# Liquid ferts vs dry



## timewalker03 (Feb 27, 2007)

Right now I am using Seachem liquid ferts in my 55g tank. 

I dose these as follows:

Phosphorus 3x/week
Nitrogen 3X/week
Comprehensice 3x/ week.
Potassium 1x/week 
Iron 1x/every other week.
10 fertilizer tabs in the substrate changed evry 3 months.

It seems to me that many people are using the dry ferts on their tanks and I am just wondering about a product comparison. I know the price on the dry is better and I really just want to know about product. My tank is as follow:

55g located in my basement which is a constant 70degrees in the summer and 67 in the winter

-Lighting: T5 HO Planta 2x54w 12 hrs 2x54w 6700k daylight bulbs 7hrs
-Substrate: Sand base covers my undergravel heater, 3/8" laterite, 2" black onyx sand
-Heating: Substrate heater and inline heater temp 78 degrees F I let the substrate heater keep the water at temp and the inline heater heat the water and is usually only on during changes.
-Filter: Filstar XP2 No carbon filtration just pads
-2 DIY CO2 injection sites.
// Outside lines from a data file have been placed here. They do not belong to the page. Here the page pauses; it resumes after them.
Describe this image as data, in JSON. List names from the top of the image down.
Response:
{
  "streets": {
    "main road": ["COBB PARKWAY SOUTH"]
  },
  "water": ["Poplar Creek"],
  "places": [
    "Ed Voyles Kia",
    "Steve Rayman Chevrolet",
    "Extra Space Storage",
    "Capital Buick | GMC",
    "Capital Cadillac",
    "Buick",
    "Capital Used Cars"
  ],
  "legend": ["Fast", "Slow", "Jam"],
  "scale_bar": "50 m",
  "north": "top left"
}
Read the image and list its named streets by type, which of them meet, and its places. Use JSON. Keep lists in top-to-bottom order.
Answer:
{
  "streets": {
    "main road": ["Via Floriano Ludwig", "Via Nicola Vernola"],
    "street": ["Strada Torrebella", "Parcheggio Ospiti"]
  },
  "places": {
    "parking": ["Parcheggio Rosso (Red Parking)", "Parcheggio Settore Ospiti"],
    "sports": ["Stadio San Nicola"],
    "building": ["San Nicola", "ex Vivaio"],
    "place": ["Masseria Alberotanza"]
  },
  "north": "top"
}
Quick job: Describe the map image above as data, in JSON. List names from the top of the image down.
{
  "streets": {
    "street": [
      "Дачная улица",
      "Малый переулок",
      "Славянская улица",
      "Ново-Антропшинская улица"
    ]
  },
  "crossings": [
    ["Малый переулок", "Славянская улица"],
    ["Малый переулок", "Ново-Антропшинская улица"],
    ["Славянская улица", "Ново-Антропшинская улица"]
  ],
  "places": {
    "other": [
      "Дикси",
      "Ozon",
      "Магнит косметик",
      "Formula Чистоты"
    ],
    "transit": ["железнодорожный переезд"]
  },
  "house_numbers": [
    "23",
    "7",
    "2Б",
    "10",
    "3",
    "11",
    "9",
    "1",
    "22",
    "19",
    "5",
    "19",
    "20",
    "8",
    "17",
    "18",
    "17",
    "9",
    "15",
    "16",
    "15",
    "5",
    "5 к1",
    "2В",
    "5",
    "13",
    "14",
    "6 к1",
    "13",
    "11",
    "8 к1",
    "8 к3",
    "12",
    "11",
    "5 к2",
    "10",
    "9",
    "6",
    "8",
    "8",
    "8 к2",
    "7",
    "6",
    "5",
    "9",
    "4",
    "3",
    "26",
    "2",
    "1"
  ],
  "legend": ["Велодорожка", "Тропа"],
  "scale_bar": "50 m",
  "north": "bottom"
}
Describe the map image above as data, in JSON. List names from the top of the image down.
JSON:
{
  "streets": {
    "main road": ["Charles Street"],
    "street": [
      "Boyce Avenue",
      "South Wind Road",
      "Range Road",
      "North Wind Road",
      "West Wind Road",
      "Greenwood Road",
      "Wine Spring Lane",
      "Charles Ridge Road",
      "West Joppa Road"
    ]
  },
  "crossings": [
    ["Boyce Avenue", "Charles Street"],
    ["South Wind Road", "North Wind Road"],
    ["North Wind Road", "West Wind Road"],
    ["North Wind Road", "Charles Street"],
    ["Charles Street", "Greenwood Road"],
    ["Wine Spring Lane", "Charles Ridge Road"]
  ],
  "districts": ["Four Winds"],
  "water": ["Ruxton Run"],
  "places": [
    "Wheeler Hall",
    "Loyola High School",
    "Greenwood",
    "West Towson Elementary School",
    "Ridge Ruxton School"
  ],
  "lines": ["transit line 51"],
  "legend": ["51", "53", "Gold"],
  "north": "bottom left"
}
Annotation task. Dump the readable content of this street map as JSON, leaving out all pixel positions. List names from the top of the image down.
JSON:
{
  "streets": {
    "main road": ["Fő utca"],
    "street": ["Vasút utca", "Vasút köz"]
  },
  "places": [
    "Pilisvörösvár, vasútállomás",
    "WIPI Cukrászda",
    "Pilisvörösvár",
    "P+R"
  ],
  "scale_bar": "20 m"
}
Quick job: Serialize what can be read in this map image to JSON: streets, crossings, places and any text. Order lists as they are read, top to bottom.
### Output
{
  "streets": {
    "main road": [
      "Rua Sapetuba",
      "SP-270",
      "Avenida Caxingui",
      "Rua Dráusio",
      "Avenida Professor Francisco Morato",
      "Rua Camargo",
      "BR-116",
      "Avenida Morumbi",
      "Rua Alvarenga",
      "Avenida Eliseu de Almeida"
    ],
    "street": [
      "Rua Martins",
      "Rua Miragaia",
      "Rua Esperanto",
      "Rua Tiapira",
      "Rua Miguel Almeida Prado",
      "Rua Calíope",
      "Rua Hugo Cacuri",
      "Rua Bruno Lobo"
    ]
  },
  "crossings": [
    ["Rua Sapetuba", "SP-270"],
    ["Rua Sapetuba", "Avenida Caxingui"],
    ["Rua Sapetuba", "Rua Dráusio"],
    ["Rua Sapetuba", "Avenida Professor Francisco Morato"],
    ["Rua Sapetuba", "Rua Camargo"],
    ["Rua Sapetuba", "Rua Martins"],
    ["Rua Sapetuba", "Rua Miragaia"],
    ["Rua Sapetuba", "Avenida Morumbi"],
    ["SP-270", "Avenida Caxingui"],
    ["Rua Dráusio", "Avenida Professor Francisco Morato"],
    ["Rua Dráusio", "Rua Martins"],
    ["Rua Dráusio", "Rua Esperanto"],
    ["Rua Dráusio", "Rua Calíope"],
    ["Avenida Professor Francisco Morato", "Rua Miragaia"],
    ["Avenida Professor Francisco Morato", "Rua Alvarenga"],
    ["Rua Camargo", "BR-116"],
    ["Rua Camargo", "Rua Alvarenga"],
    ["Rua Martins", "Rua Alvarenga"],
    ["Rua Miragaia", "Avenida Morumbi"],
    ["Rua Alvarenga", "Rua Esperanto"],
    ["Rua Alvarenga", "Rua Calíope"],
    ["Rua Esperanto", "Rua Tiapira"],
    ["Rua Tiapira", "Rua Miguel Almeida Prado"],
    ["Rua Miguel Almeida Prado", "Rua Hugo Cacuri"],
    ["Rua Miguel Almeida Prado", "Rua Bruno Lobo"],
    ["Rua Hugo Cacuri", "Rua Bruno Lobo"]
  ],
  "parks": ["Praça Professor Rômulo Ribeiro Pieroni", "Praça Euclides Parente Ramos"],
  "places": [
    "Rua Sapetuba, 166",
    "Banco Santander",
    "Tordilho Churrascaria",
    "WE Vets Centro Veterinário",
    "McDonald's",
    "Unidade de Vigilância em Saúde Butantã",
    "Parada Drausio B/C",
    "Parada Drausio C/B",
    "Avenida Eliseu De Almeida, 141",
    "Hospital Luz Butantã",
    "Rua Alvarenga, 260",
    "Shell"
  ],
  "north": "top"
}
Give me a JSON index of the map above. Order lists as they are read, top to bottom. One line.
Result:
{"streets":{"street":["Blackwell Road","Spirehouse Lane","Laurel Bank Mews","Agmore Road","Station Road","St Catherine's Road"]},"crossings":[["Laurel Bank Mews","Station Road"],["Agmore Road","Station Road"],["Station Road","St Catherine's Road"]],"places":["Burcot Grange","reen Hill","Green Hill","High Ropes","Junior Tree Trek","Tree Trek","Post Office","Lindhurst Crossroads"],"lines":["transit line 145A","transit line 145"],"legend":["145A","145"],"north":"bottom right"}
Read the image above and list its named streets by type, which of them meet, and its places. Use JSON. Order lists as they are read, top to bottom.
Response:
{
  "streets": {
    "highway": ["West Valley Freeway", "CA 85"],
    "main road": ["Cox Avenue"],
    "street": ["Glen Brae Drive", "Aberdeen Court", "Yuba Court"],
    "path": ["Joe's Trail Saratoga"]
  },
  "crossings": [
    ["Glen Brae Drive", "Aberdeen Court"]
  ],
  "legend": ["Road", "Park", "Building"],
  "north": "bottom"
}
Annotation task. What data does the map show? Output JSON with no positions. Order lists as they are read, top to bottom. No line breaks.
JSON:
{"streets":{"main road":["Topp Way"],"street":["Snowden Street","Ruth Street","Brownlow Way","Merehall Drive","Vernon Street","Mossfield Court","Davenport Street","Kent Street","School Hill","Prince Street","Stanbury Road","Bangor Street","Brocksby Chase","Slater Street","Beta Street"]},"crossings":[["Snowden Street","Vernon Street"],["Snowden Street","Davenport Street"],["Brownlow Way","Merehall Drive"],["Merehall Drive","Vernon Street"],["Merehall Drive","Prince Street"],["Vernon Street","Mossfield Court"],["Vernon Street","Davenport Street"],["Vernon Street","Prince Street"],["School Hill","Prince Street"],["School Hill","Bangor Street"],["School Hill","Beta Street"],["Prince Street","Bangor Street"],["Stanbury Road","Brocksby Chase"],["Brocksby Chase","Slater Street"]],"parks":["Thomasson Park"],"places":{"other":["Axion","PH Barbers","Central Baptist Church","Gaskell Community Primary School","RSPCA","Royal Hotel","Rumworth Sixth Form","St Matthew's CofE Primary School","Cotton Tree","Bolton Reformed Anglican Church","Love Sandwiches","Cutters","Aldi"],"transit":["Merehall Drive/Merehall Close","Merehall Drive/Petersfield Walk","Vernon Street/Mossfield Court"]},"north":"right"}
One is a 2L bottle with power head injection and other is a 1L bottle Not sure what to call the delivery device other than an aeration ball. 2L inject about 1 bubble a sec and 
1L = 1 bubble every 5-10 sec.
-Water is R/O with Equalibrium added. PH is usually around 7.0-7.1 much higher now when I made a chemical mistake when trying to buffer the water. Short story is I am an idiot and still learning the water Chemistry.
-GH 8 Degrees cant get it much lower. Well probably could but then I would be dealing with another disaster.
-I currently have 2 test kits other than 6-1 strips for PH, Ammonia, Hardness, Alkalinity, Nitrite and Nitrates. I have GH/KH/ and a PH kit that uses drops. I also have an electronic ph/temp tester

Plant Load:
-Moneywort
-Ludwiga Broad
-2 Amazon Sword
-Wisteria
-Rotala Magenta
-Cabomba only 2 stems right now
-Corkscrew Val
-Microsword
-4 Chainsword
-and three awsome Banana Plants
-May add 1 Ozelot sword and 1 red rubin

Bio Load
-4 Lemon Tetras
-6 Glolight Tetras
-4 Guppy Females. No males. This is not a sexist tank though.
-12 Otos
-and a snail here and there till I catch them

Tank History:

The tank has been up and in operation for about 4 months, but I had a massive algae Plume due to my ignorance on dosing and not understading about nutrient balance. I stripped all the plants out and cleaned them by hand except the Banana plants which had NO algae at all on them, and did a 75% water change and hence screwed up the chemical used to buffer the water. I still have algae in the tank a green hairy stuff on the glass but not much and a brown stringy stuff off the plants. I am still learning about planted aquaria and love the hobby. Hence the investment. I just need to know If the chems I am using are quality or if I should switch to dry. Anyway thanks for any input. I will be very helpful!


----------



## furballi (Feb 2, 2007)

216 w x 12 hours may be a tad overkill for a 55 gal. The plants should do well even at 5 hours per day.


----------



## DonaldmBoyer (Aug 18, 2005)

I think that your lighting is fine, especially if you have Rotala magenta. You may want to invest in a heater to keep it at about 77 F.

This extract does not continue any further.